**Description of the task:** Tally the lines in the records underneath that contain the string "bottom", and state the figure by itself.

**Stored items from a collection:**
-------
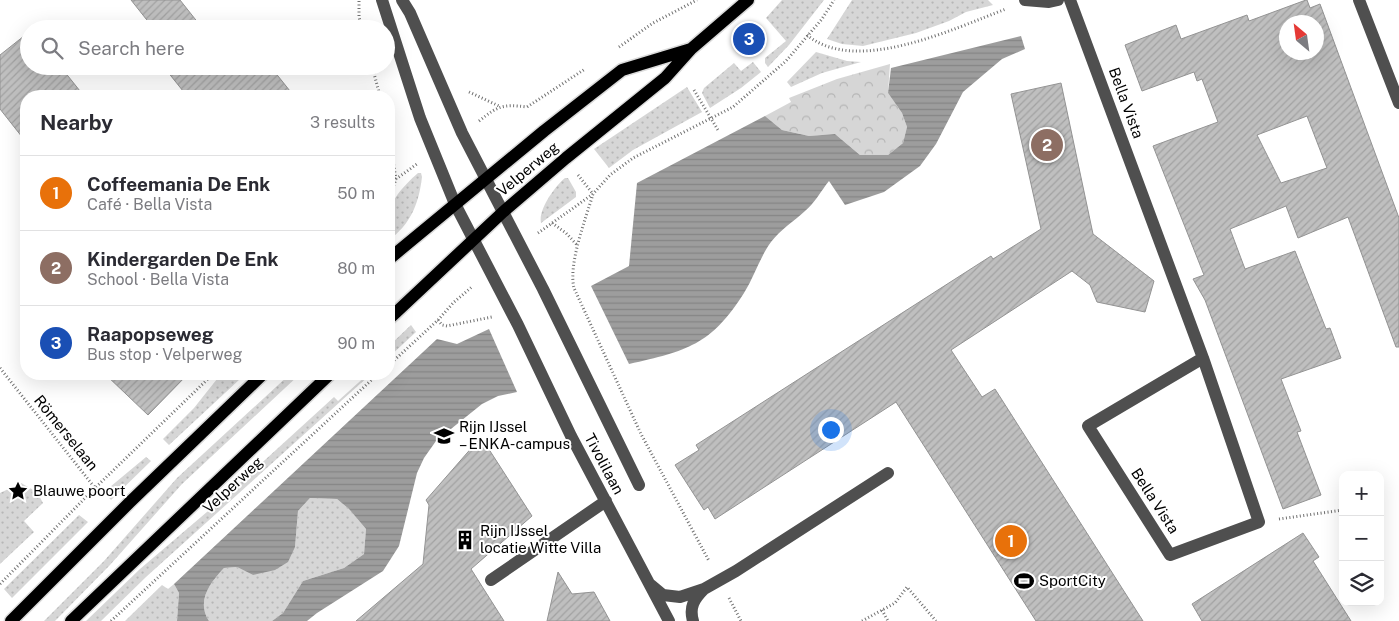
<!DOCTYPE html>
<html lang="en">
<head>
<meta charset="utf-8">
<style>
  :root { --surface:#fff; --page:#f2f2f3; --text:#2b2b33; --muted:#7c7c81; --line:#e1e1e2; --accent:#2563eb }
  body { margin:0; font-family:"Public Sans",sans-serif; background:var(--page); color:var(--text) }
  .controls { position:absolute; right:15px; bottom:15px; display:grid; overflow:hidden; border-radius:10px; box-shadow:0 5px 20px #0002 }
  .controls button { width:45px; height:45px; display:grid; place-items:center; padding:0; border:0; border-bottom:1px solid var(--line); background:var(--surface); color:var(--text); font:25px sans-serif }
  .compass { position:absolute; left:1279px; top:15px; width:45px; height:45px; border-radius:50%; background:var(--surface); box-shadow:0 5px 20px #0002; rotate:331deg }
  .you { position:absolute; left:830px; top:429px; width:18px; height:18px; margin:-12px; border:4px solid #fff; border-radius:50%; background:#1a73e8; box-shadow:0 0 0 8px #1a73e833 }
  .badge { display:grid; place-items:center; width:32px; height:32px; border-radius:50%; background:var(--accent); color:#fff; font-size:16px; font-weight:700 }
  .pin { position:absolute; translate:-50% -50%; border:2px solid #fff; box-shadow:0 1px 5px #0006 }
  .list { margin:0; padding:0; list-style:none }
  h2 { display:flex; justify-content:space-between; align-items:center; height:65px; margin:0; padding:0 20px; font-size:21px }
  h2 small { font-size:16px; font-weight:400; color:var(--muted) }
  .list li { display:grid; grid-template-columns:32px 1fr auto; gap:15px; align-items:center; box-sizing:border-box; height:75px; padding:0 20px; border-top:1px solid var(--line) }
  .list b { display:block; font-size:19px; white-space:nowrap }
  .list p { margin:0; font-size:16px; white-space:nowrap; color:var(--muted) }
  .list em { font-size:16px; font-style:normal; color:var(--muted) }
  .icon { flex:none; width:28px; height:28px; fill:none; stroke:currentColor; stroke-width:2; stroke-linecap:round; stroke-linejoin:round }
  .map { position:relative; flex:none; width:1399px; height:621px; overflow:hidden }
  .search { position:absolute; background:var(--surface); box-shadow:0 5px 20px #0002; left:20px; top:20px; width:375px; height:55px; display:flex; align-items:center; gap:12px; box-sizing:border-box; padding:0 18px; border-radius:28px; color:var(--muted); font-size:19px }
  .panel { position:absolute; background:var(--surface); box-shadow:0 5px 20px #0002; left:20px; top:90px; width:375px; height:290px; border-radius:20px }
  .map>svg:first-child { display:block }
  .grass { fill:url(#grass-dots) }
  .forest { fill:url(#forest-crowns) }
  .water { fill:url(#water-rules) }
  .building { fill:url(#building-hatch); stroke:#939393; fill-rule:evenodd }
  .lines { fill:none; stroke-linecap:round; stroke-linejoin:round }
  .major-casing { stroke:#dbdbdb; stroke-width:15 }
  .path { stroke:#717171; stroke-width:3; stroke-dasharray:1 2.5; stroke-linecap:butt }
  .minor { stroke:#4f4f4f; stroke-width:12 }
  .major { stroke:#000; stroke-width:12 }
  .labels { text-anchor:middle; stroke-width:4; stroke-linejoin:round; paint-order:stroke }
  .street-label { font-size:15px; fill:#000; stroke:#fff }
  .poi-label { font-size:15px; fill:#000; stroke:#fff; text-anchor:start }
</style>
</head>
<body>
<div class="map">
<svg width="1399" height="621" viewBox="0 0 1399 621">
  <defs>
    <pattern id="grass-dots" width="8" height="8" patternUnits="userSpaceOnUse" patternTransform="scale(1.25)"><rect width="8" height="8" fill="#d6d6d6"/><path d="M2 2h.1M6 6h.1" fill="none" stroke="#b6b6b6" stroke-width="1.8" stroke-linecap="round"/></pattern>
    <pattern id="forest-crowns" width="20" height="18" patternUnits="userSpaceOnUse" patternTransform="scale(1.25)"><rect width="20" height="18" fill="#d6d6d6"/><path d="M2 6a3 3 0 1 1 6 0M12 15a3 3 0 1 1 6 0" fill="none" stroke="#b6b6b6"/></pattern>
    <pattern id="water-rules" width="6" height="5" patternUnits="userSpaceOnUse" patternTransform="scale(1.25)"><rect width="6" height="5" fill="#9d9d9d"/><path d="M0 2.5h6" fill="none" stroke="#858585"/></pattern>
    <pattern id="building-hatch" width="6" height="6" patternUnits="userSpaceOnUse" patternTransform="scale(1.25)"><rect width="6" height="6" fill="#bfbfbf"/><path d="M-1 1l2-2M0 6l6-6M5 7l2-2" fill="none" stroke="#a2a2a2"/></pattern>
  </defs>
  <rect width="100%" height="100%" fill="#fff"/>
  <path class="grass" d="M782,0H824L789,45L768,67L765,63V58L786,41L766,18Z
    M852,0H988L993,5L966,12L949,21L916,33L863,46L842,44L827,39Z
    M816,52L847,61L861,62L822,73L791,87L787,82Z
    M753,62L761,72L741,88L710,108L702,93L704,88L734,63L741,71Z
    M687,87L702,112L633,150L609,168L594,149Z
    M418,173H421L422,177C419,202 412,221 393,237C377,213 401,188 418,173Z
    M565,178H568L576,192V197L541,223C538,210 555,186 565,178Z
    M411,325L416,332L389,357V346Z
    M221,374H234L240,379L169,445L163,439L194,408Z
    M290,374H300L182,484L110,565L55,621H44L104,561L177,478Z
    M368,374H371L146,577L101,621H86L140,569L221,500L334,397L338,401Z
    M146,457L151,461L111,500L104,492Z
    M21,483L37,492L43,503L24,521L34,532L0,564V493Z
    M310,498L337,499L349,509L366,529L364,554L344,568L303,581L283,613L272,621H209C196,601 210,583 224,568L237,567L253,575L295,547L298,511Z
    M79,515L88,522L12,598L4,589Z
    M174,584L179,593L177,621H125L162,585L168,589Z"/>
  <path class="forest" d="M890,64L888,93L902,113L907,127L903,143L888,155H860L835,134L809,136L782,130L765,116L791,102L789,98L837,79Z"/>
  <path class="water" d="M1021,36L1025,49L1002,59L963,92L936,144L920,166L884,192L845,205L829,181C821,191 814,204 805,211C793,222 781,229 771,242C760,257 754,277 744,293C711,345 687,351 629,364L591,286L629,266L637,183L765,116L782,130L809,136L835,134L860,155H888L903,143L907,127L902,113L888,93L891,68Z
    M489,329L517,392L498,396L482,404L436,441L424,458L417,473L399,546L383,571L317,613L307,621H272L283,613L303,581L344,568L364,554L366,529L349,509L337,499L310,498L298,511L295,547L288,562L275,570L253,575L237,567L224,568C210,583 196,601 209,621H177L179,593L174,584L437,339L457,344Z"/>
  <path class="building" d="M131,0H180L203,29H154Z
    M1306,0H1307L1310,8L1320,4L1399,218V347H1396L1348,217L1298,238L1286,206L1230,229L1245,269L1295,251L1326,329L1330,328L1341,358L1281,379L1301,431L1297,432L1321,495L1283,509L1205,300L1193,279L1204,275L1153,146L1218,122L1202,79L1197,81L1194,72L1142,91L1125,45L1176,25L1181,39L1247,15L1249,21ZM1286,22H1316V52H1286ZM1307,116L1327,168L1281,183L1257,135Z
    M29,32V66H60L84,96H26V142L0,109V55Z
    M163,66H270L294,96H187Z
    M1061,83L1093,234L1154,281L1145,312L1097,302L1090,285L1072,271L951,350L982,397L995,389L1143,621H1036L896,402L715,519L708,507L704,510L675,465L699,450L696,445L991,256L993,259L1041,229L1011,94Z
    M105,374H188L148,415Z
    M481,437L532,516L471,569L504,621H356L423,564L429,505L426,500Z
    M1303,533L1319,557L1313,561L1351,621H1202L1192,604Z
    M558,572L572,594L594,592L610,621H547Z"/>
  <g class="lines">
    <defs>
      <path id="major" d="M389,259L544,131L622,70L691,49
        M389,319L503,212L566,158L665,78L691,49L748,0
        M11,621L130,502L263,374
        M71,621L330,374"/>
    </defs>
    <use href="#major" class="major-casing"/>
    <path class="path" d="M359,1V17L362,29
      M807,35C856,76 955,28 1006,9
      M619,47L653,23L697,0
      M372,66L380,96
      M694,90L718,130
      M469,92L499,106
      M479,121C498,106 502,104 527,107L585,69
      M389,137L396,179
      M578,175L593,194
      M593,194C586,218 568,264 574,288L641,434L709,561
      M389,199L396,179L417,164
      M552,223L566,233L578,246
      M538,233L593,194L610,175L633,158L733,107L786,61L822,19L834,0
      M438,320L442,325L447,326L492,317
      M389,365L438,320L454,302L473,286
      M0,368L95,488
      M1279,519L1343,510
      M0,584L95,488L213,374
      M729,598L741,621
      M882,610L888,621
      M111,621L378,374
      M862,621L895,603L907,587L936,621"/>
    <path class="minor" d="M382,0L420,118L455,204L518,325L571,436L669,621
      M402,0L410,13L462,133L543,289L639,485
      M1025,0L1049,2L1058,0
      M1070,0L1203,358L1259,522L1170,555L1088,426L1203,358
      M1359,0L1399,103
      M491,580L606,501
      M651,585L663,595L680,597L704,589L736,571L888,473
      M693,621C689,607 694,599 704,589"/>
    <use href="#major" class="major"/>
  </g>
  <defs>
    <symbol id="university-bare" viewBox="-9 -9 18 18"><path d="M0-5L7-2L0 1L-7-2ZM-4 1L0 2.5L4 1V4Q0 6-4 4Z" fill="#000" stroke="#fff" stroke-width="2.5" paint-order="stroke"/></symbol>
    <symbol id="sight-bare" viewBox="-9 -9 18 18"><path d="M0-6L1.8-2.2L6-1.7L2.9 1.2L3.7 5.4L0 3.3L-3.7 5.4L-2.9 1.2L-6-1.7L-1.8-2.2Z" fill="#000" stroke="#fff" stroke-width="2.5" paint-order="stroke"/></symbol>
    <symbol id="building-bare" viewBox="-9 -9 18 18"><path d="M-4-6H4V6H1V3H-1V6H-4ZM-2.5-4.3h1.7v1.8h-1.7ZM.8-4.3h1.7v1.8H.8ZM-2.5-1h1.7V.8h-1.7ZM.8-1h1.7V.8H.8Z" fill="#000" stroke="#fff" stroke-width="2.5" paint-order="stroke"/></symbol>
    <symbol id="stadium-bare" viewBox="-9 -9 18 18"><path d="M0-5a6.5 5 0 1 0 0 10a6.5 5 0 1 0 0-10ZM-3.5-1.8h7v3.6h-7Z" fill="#000" stroke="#fff" stroke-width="2.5" paint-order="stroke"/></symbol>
  </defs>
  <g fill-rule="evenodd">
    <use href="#university-bare" x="430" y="422" width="28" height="28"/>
    <use href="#sight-bare" x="4" y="477" width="28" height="28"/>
    <use href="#building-bare" x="451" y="526" width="28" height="28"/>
    <use href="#stadium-bare" x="1010" y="567" width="28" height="28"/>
  </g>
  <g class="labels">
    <g class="street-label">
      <text transform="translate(1126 103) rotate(70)" y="5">Bella Vista</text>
      <text transform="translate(528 169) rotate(-40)" y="5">Velperweg</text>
      <text transform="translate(66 433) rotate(51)" y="5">Römerselaan</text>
      <text transform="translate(604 464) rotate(62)" y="5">Tivolilaan</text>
      <text transform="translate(233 485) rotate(-43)" y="5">Velperweg</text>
      <text transform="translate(1155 501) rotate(57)" y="5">Bella Vista</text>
    </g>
    <g class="poi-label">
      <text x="459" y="432">Rijn IJssel<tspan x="459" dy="17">– ENKA-campus</tspan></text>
      <text x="33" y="496">Blauwe poort</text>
      <text x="480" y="536">Rijn IJssel<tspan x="480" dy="17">locatie Witte Villa</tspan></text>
      <text x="1039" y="586">SportCity</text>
    </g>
  </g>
</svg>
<div class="controls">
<button>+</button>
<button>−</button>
<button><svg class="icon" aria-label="layers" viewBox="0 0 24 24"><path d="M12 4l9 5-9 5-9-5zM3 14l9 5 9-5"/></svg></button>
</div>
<svg class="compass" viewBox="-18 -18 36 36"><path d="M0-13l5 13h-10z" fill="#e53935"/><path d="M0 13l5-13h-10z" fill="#7c7c81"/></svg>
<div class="you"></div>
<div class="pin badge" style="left:1011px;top:541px;background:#e8710a">1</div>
<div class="pin badge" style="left:1047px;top:145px;background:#8d6e63">2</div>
<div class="pin badge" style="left:749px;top:39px;background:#1a4fb4">3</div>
<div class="search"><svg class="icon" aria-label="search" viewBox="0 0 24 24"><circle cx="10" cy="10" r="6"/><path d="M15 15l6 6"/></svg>Search here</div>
<section class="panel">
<h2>Nearby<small>3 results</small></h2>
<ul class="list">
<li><span class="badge" style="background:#e8710a">1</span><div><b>Coffeemania De Enk</b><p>Café · Bella Vista</p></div><em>50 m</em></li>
<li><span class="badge" style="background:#8d6e63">2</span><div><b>Kindergarden De Enk</b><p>School · Bella Vista</p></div><em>80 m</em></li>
<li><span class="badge" style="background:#1a4fb4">3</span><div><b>Raapopseweg</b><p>Bus stop · Velperweg</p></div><em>90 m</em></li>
</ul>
</section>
</div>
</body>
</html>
-------
**Result of this task:** 2